I could very well have been in one of my deep, dark depressions. I could be misremembering, but it sure felt like the moment I stepped off the airplane someone handed me a Guinness. They seemingly did not stop handing me Guinness until I departed. 

So I was a little buzzed when I gave my big speech. I’d had maybe a Guinness and a half so I figured that I would be loose without being sloppy. 

I’d had a successful speaking engagement at a university in North Carolina (possibly The University of North Carolina) that gave me unearned confidence in myself and my speaking abilities .

I figured that I would go up there with an outline/series of bullet points and wing it. That was a mistake. It was a big mistake. 

Things got off to a terrible start. They did not laugh at what I thought were jokes. Instead they just looked at me with a look of concern that implicitly said, “Are you okay? Because you are REALLY screwing up and we don’t want you to have some manner of public nervous breakdown.” 

When you’re trying to give a funny speech laughter is like oxygen. Without it you die. They were not laughing at my speech and I was fucking dying. 

I thought I’d have them Dublin over with laughter. Instead I mumbled my speech to confused silence. Later, one of the nice folks who helped run the festival said that the Irish weren’t big laughers, so I should not take the disastrous reception my speech received personally. 

I was relieved that my speech was over but mortified that I had bombed in a whole different continent than where I usually screwed up. 

I was relieved because the pressure of giving a speech for money was over but my responsibilities at the festival were not over. 

I then headed over to a tent where I participated in a panel discussion about memoirs or music journalism or memoirs about music journalism. 

I felt much more comfortable in that context. I was just one of a number of writers talking about the same subject. I felt very at ease when a member of the crowd started drunkenly insulting me. 

I should probably mention that this all happened at one in the afternoon. 

By that point the heckler in the audience, legendary singer and songwriter Shane MacGowan, was blackout drunk. Oh, but he was inebriated! I’d seen him stumbling around the festival earlier. 

He was kind of like a dog that had gotten off his leash and away from his owner but that everyone indulged because they had a soft spot for him and he didn’t seem to mean any harm. 

I should also mention that MacGowan didn’t heckle the entire panel. No, he singled me, Nathan Rabin from the group home, out for a drunken tongue-lashing. 

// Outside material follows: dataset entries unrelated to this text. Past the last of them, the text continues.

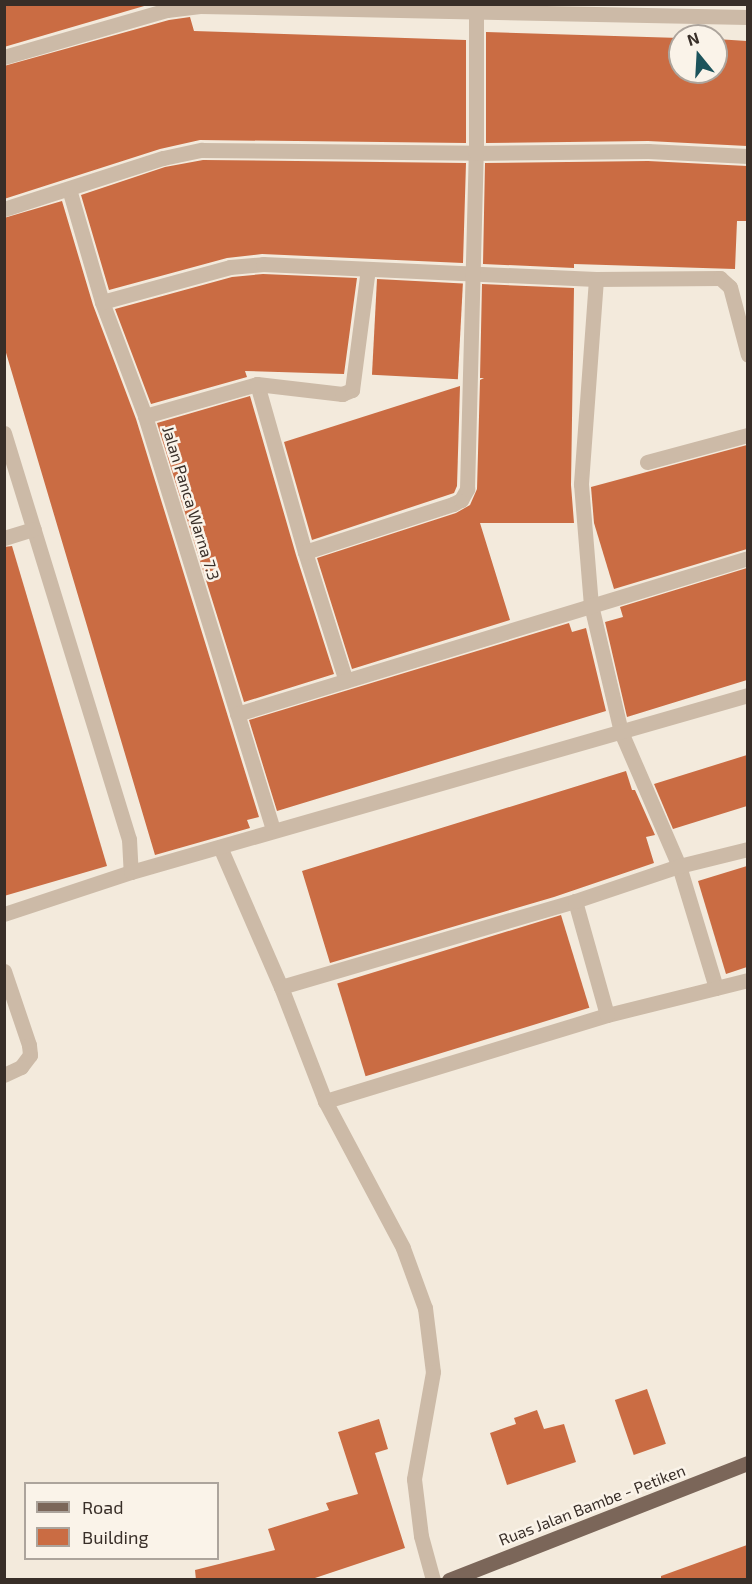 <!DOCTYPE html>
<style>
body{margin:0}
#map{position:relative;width:752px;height:1584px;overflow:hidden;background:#f3eadc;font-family:"Exo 2",sans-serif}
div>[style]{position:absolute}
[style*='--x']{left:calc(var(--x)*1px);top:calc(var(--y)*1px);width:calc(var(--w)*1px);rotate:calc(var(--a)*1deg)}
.building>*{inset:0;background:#ca6c43;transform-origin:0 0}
.minor>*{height:15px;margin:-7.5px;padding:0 7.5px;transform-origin:7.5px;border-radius:7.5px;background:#ccbaa7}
.major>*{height:15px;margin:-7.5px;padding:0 7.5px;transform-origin:7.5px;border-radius:7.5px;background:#7b6659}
span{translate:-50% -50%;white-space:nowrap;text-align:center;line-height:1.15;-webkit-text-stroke:5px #faf3e9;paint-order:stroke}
.street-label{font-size:16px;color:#382e28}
.frame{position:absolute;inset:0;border:6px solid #382e28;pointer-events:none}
.legend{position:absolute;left:24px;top:1482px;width:195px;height:78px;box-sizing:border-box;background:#faf3e9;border:2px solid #aca49c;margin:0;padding:8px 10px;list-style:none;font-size:18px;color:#382e28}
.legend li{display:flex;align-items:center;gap:12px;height:30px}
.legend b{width:30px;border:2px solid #aca49c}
.north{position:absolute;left:668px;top:24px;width:60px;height:60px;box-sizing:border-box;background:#faf3e9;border:2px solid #aca49c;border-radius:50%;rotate:342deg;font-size:16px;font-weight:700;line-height:24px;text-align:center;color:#382e28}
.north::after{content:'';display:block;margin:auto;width:21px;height:27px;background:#1c535b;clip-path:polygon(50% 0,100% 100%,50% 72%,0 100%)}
</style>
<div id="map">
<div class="building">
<i style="clip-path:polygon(4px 4px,151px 4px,4px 47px)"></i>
<i style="clip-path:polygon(190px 17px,194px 31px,466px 40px,466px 143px,200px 140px,160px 149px,4px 199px,4px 66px,169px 20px)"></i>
<i style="clip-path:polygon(486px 32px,680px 38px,680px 72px,716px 72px,716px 39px,747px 41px,747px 146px,648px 141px,486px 143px)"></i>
<i style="clip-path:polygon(203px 160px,466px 163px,463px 263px,262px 254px,227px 258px,109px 290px,81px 195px,165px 167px)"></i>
<i style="clip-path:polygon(648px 161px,747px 166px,747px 221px,737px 221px,735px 269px,574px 264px,574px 268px,483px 264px,485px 163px)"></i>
<i style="clip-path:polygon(62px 201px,93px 305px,136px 419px,259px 817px,247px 820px,250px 828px,155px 855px,4px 346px,4px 218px)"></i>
<i style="clip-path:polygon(263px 274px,357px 278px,344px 374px,245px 371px,247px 377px,151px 404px,115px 309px,232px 277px)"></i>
<i style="left:377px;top:279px;width:86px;height:96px;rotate:3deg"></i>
<i style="clip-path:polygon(482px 284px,574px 288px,571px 485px,574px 523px,480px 523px,510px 620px,352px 669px,317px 558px,456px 513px,470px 505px,477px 489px,480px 380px,484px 378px,480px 378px)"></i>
<i style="clip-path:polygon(460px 386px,457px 486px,454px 493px,312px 540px,284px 442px)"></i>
<i style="clip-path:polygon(250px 396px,296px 555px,334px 674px,244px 702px,157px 423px)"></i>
<i style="clip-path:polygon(747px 445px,747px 549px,614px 589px,594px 523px,591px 487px)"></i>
<i style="clip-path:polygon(12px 546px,107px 866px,4px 896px,4px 547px)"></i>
<i style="clip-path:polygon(747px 568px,747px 680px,627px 717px,605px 622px,623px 617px,620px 607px)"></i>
<i style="clip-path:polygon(569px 623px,572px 632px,586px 628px,606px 711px,277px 811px,249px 720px)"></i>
<i style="clip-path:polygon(747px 755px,747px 806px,673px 829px,654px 784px)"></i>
<i style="clip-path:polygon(626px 771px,632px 790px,635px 790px,655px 835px,646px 837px,654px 863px,554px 897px,330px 963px,302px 871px)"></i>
<i style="clip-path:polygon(747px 866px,747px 967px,726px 974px,698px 881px)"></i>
<i style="left:561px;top:915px;width:97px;height:234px;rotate:73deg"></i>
<i style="left:647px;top:1389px;width:58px;height:34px;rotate:71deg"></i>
<i style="clip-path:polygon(537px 1410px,544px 1429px,564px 1424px,576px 1462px,507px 1485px,490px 1433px,516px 1424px,514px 1418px)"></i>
<i style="clip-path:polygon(379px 1419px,388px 1449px,375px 1453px,405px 1548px,309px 1580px,196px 1580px,195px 1570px,275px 1550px,268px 1529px,329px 1510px,326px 1503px,358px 1494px,338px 1432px)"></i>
<i style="clip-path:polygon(747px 1545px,747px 1580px,661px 1580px,661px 1576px)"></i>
</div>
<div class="minor">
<i style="--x:4;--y:57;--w:170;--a:-16.1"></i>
<i style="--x:167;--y:10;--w:33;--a:-7"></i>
<i style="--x:200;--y:6;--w:548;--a:1.15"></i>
<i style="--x:69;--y:189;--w:118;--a:73.7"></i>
<i style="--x:102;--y:302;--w:122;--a:69.3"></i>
<i style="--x:145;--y:416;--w:433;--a:72.8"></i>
<i style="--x:4;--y:209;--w:167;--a:-17.8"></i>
<i style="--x:163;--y:158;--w:40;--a:-12"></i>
<i style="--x:202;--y:150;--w:274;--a:0.6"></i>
<i style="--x:476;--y:153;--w:172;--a:-0.7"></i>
<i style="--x:648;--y:151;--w:100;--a:2.9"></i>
<i style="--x:596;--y:279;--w:124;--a:-0.5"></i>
<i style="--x:720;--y:278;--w:13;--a:42"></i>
<i style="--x:730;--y:287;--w:70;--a:75.2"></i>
<i style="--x:102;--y:302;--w:133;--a:-15.3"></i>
<i style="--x:230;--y:267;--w:33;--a:-5"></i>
<i style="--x:263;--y:264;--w:333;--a:2.6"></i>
<i style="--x:596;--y:279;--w:206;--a:94.2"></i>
<i style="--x:581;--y:484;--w:121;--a:85.3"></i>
<i style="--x:591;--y:605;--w:130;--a:76.7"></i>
<i style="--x:621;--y:732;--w:146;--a:66.6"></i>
<i style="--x:679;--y:866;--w:127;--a:73.1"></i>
<i style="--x:716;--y:988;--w:112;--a:166.1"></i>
<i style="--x:607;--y:1015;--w:295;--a:163"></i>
<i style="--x:257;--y:384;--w:175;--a:74.1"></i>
<i style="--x:305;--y:552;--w:135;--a:72.4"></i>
<i style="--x:145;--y:416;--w:116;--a:-15.9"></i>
<i style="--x:257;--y:384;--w:86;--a:6.7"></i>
<i style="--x:342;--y:394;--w:11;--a:-22"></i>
<i style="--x:352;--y:390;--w:122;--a:-82.5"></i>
<i style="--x:4;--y:433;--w:425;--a:72.9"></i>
<i style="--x:129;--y:839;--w:33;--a:87"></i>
<i style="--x:647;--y:462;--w:105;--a:-15"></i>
<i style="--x:4;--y:538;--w:31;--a:-17"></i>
<i style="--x:305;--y:552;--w:156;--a:-18"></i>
<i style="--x:453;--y:504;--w:9;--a:-27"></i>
<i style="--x:461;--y:500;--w:13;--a:-61"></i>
<i style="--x:467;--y:489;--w:336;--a:-88.5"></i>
<i style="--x:476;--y:153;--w:149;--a:-90"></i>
<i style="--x:237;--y:714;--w:534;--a:-16.98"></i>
<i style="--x:220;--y:847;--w:153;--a:66.5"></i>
<i style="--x:281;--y:987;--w:122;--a:68.9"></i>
<i style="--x:325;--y:1101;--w:166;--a:62"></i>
<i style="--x:403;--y:1248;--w:64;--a:69.9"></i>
<i style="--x:425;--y:1308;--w:64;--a:82.9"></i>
<i style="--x:433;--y:1372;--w:109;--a:100.1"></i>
<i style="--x:414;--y:1479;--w:57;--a:83"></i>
<i style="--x:421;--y:1536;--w:46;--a:74.7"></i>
<i style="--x:575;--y:901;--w:118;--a:74.3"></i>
<i style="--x:4;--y:914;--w:134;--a:-18.3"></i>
<i style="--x:131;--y:872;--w:642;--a:-16.01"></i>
<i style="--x:4;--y:971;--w:78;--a:71.3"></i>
<i style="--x:29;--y:1045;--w:10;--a:84"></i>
<i style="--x:30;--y:1055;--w:15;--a:127"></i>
<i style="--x:21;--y:1067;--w:19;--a:155"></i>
<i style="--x:281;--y:987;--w:306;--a:-16.3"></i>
<i style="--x:575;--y:901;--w:110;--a:-18.6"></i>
<i style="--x:679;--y:866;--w:71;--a:-13.8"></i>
<i style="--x:716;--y:988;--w:33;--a:-14"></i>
</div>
<div class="major">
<i style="--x:449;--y:1580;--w:321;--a:-21.4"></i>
</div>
<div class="street-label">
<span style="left:191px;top:503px;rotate:73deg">Jalan Panca Warna 7.3</span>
<span style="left:592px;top:1505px;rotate:-21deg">Ruas Jalan Bambe - Petiken</span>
</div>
<div class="frame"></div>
<ul class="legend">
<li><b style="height:8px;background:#7b6659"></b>Road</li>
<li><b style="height:16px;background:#ca6c43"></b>Building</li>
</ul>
<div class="north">N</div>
</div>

I don’t remember what he said but I remember what I was thinking. “Holy fucking shit!” I enthused inside, “I’m getting drunkenly heckled by one of the greatest songwriters Ireland has ever known. The anecdote I will get out of this will more than make up for the minor embarrassment I felt at being insulted publicly for no discernible reason.” 

I paradoxically was not insulted by McGowan’s insults. Instead I was flattered and I have low enough self-esteem that when someone starts fucking me with, I assume that I must have done something to deserve it. 

I must have irritated McGowan by being a pretentious American know it all, or, worse, a music writer. 

It also felt extremely on brand for McGowan to be drunk and belligerent at a literary festival in Dublin. There was part of me that felt sorry for McGowan because he was clearly a man in a lot of pain, with a drinking problem that is the stuff of legend, and the folks around him just seemed to accept that he would drink himself into an early grave. 

Shane MacGowan made it to 65! A hard-living libertine synonymous with alcoholism and self-destruction lived as long as my grandfather, who fell asleep after drinking a beer. 

So RIP Shane McGowan. I’m weirdly grateful that our strange lives overlapped for at least one crazy hour. 

Now I assume that he’s up in heaven, drunkenly heckling the angels.